Show, from the entries below, every line in which "names" appears.

=== Given records ===

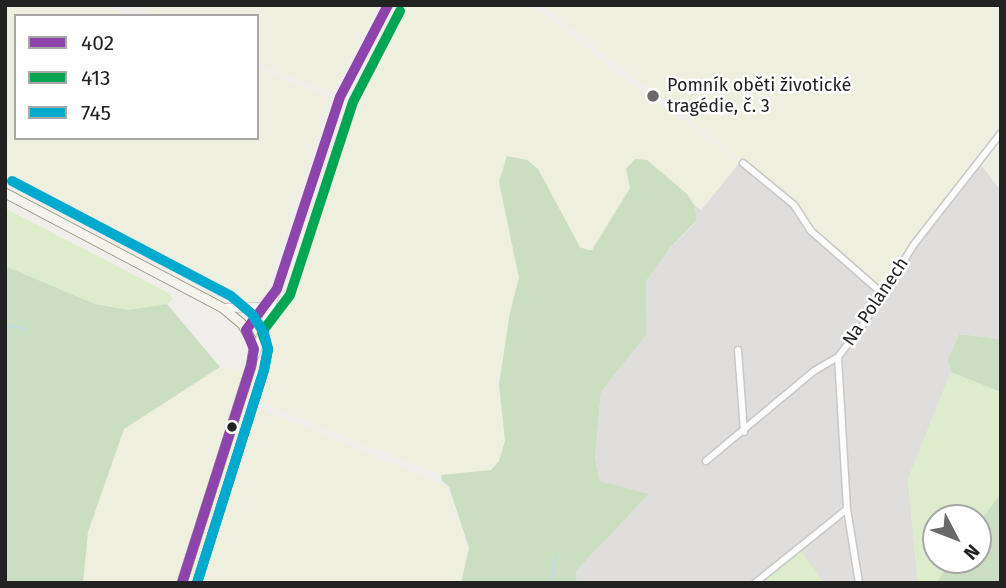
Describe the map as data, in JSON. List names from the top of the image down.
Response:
{
  "streets": {
    "street": ["Na Polanech"]
  },
  "places": ["Pomník oběti životické tragédie, č. 3"],
  "lines": ["transit line 402", "transit line 413", "transit line 745"],
  "legend": ["402", "413", "745"],
  "north": "bottom right"
}
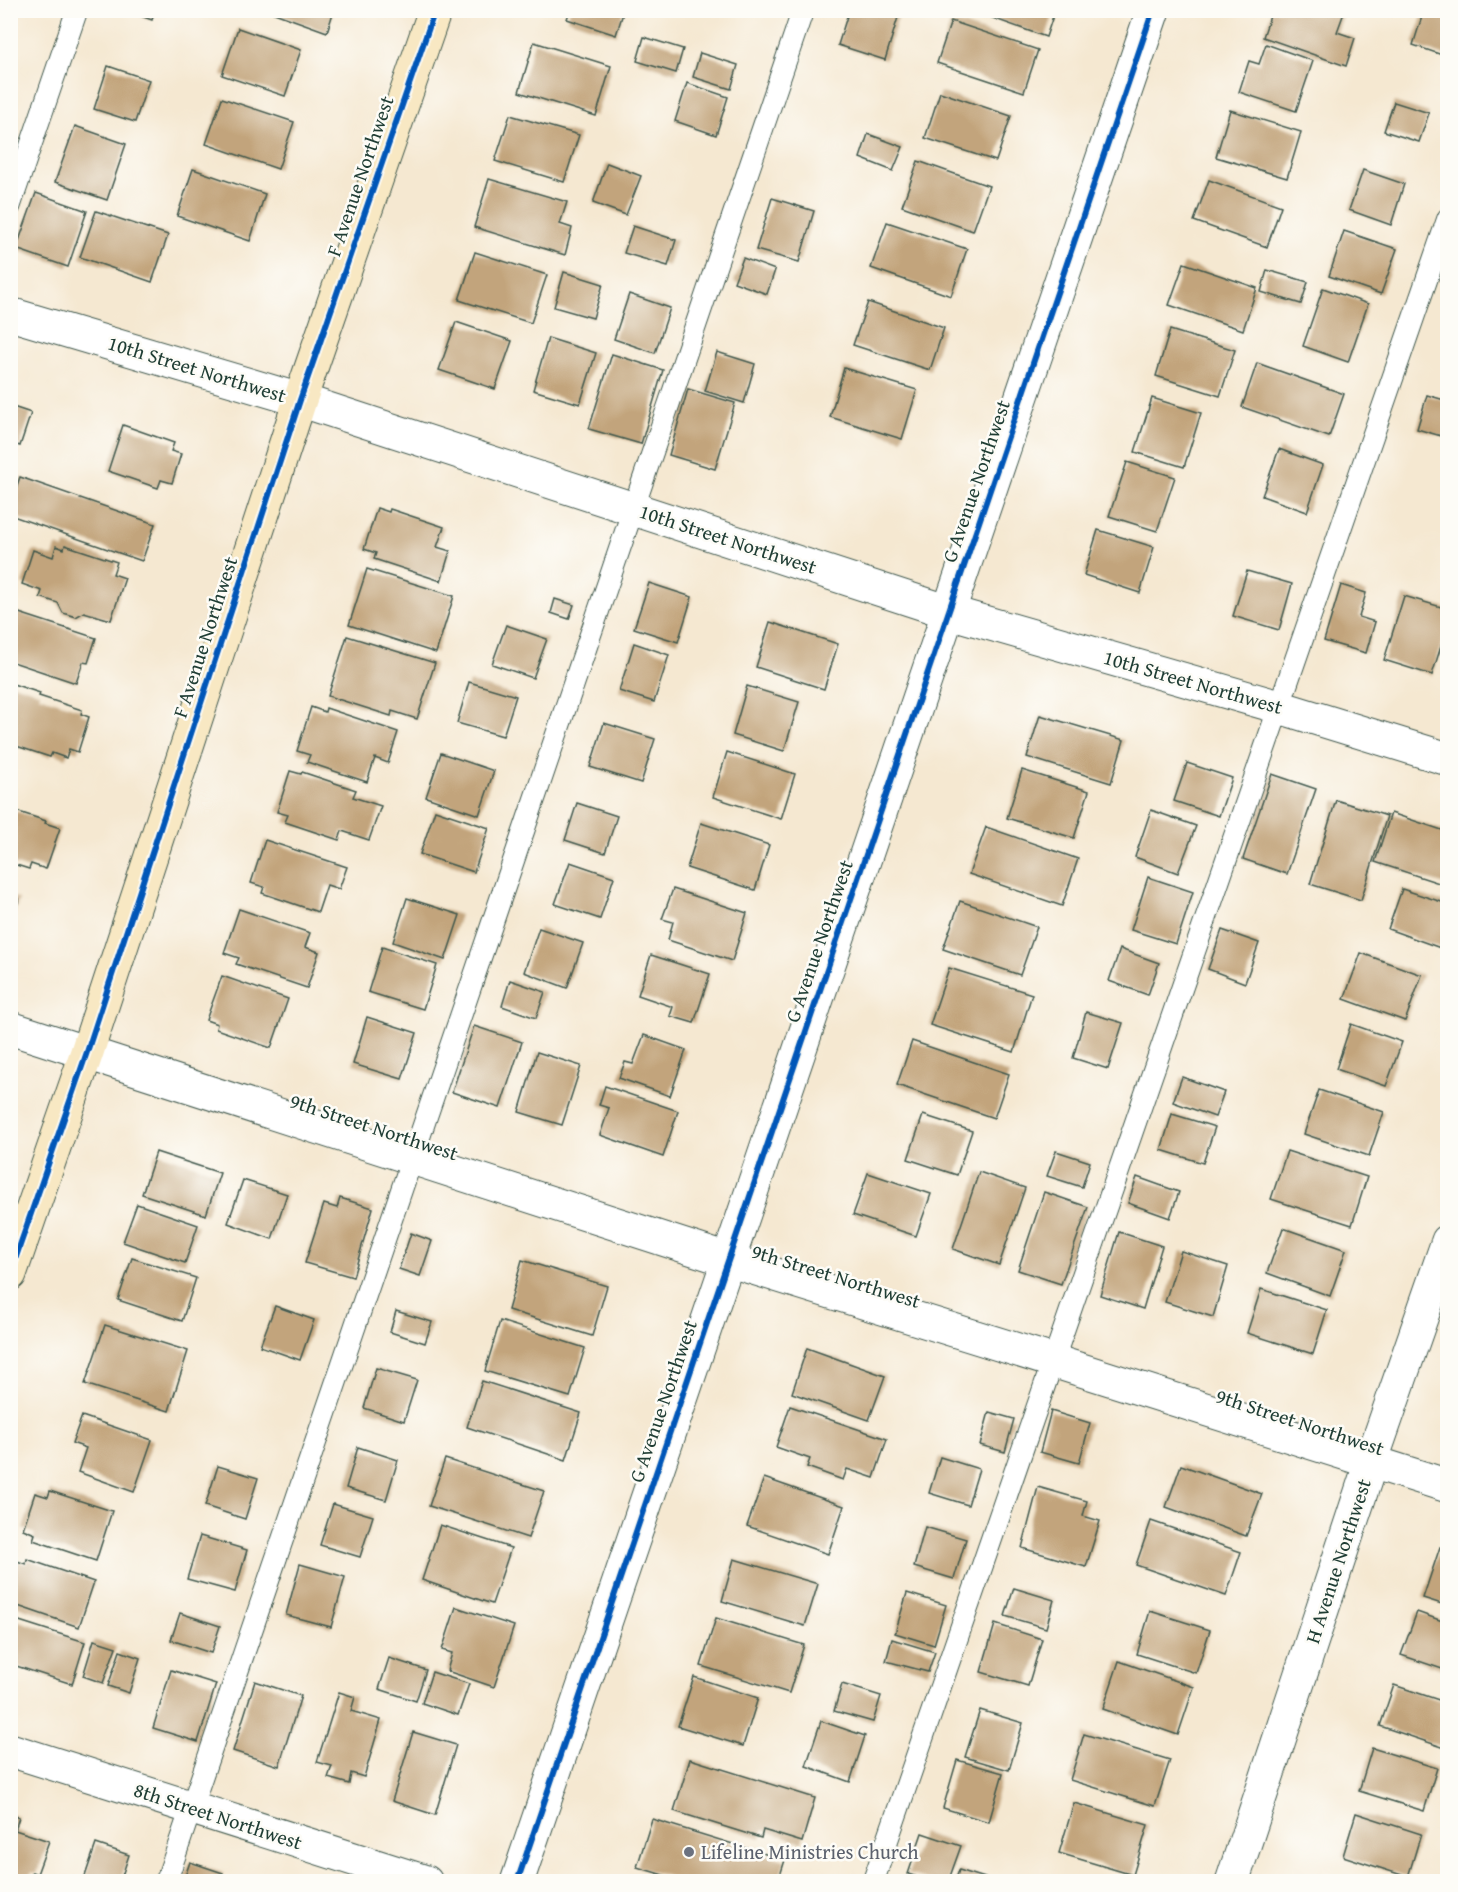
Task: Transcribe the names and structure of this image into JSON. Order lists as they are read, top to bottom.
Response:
{
  "streets": {
    "main road": ["F Avenue Northwest"],
    "street": [
      "10th Street Northwest",
      "G Avenue Northwest",
      "9th Street Northwest",
      "H Avenue Northwest",
      "8th Street Northwest"
    ]
  },
  "crossings": [
    ["F Avenue Northwest", "10th Street Northwest"],
    ["F Avenue Northwest", "9th Street Northwest"],
    ["10th Street Northwest", "G Avenue Northwest"],
    ["G Avenue Northwest", "9th Street Northwest"],
    ["9th Street Northwest", "H Avenue Northwest"]
  ],
  "places": ["Lifeline Ministries Church"]
}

===

> [Response]
Describe the map as data, in JSON. List names from the top of the image down.
Task: Transcribe the names and structure of this image into JSON. Order lists as they are read, top to bottom.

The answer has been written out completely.